All Products
Search
Document Center

Tair:Read/write splitting architecture

Last Updated:Mar 04, 2024

Tair introduces the read/write splitting architecture to handle read-heavy workloads. This architecture offers a high level of availability, performance, and flexibility in delivering read/write splitting services. This architecture allows a large number of clients to concurrently read hot data from read replicas and minimizes O&M costs.

Components

A read/write splitting instance contains a master node, multiple read replicas, multiple proxy nodes, and a high availability (HA) system.

Figure 1. Cloud-native (cloud disk-based) read/write splitting instance云盘读写分离版

Figure 2. Classic (local disk-based) read/write splitting instance本地盘读写分离版

Component

Cloud-native read/write splitting instance (recommend)

Classic read/write splitting instance

Master node

The master node processes all write requests. It also processes specific read requests together with read replicas.

Read replica

Read replicas handle read requests and have the following benefits:

  • All read replicas can be used as replica nodes to back up data and ensure disaster recovery.

  • Read replicas synchronize data from the master node by using star replication. Therefore, the synchronization latency of cloud-native instances is far less than that of classic instances that use chained replication.

  • The number of read replicas can be specified. Valid values: 1 to 5.

  • Optimized binlog files are used to replicate data. This way, you do not need to perform full data synchronization.

Read replicas handle read requests and have the following benefits:

  • Read replicas use chained replication. If your instance contains a large number of read replicas, the read replicas located at the end of the chain experience higher latency.

  • The number of read replicas can be set to 1, 3, or 5.

  • Optimized binlog files are used to replicate data. This way, you do not need to perform full data synchronization.

Replica node

No replica nodes are provided. Read replicas are used as replica nodes. If the master node fails, requests are switched to a random read replica.

Cloud-native read/write splitting instances cost less than classic read/write splitting instances that have the same specifications because of the lack of replica nodes.

A replica node serves as a cold standby node to back up data and does not provide services. If the master node fails, requests are switched to the replica node.

Proxy node

When a client is connected to a proxy node, the proxy node automatically identifies request types and forwards requests to different nodes based on the node weights. You cannot change the weights. For example, write requests are forwarded to the master node, and read requests are forwarded to the master node and read replicas.

Note
  • Clients must connect to proxy nodes instead of other nodes.

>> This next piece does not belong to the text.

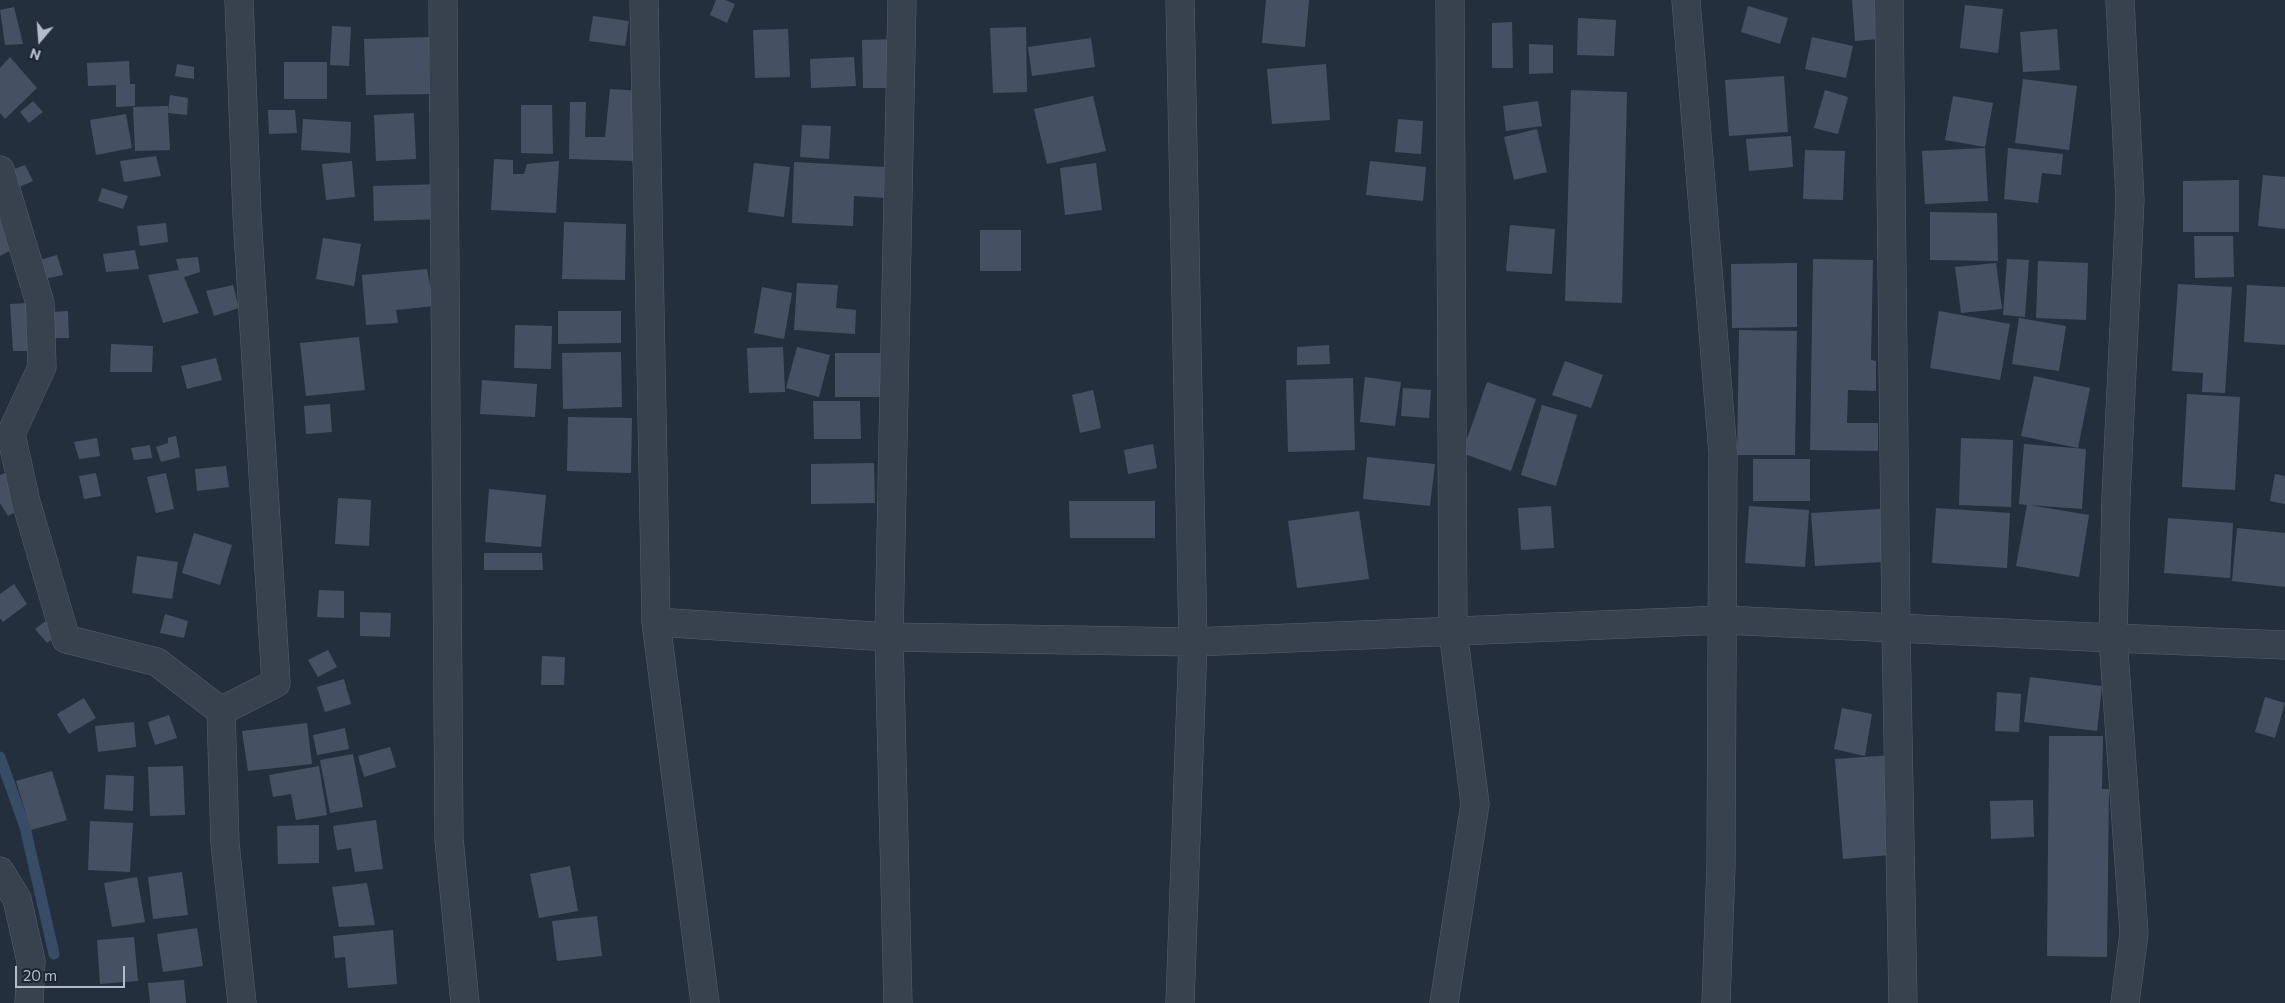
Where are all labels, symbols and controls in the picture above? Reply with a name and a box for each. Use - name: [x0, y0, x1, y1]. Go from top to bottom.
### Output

  • The system evenly distributes read requests among the master node and read replicas. You cannot change the weights. For example, if you purchase an instance that has three read replicas, the weights of the master node and three read replicas are all 25%.

HA system

The HA system monitors the status of each node. If the master node fails, the HA system performs a switchover between the master node and the replica node. If a read replica fails, the HA system creates another read replica to process read requests. During a switchover, the HA system updates the routing and weight information.

Benefits

  • Compatibility

    You can upgrade standard instances to read/write splitting instances that use proxy nodes to forward requests. After the upgrade, you can connect to the instances from any Redis-compatible client without modifying your application. Read/write splitting instances are fully compatible with Redis commands. For information about the limits on commands supported by read/write splitting instances, see Limits on commands supported by read/write splitting instances.

  • HA

    • Alibaba Cloud has developed an HA system for read/write splitting instances. The HA system monitors the status of all nodes of an instance to ensure HA. If the master node fails, the HA system switches the workloads from the master node to the replica node and updates the instance topology. If a read replica fails, the HA system creates another read replica. The HA system synchronizes data, forwards read requests to the new read replica, and suspends the failed read replica.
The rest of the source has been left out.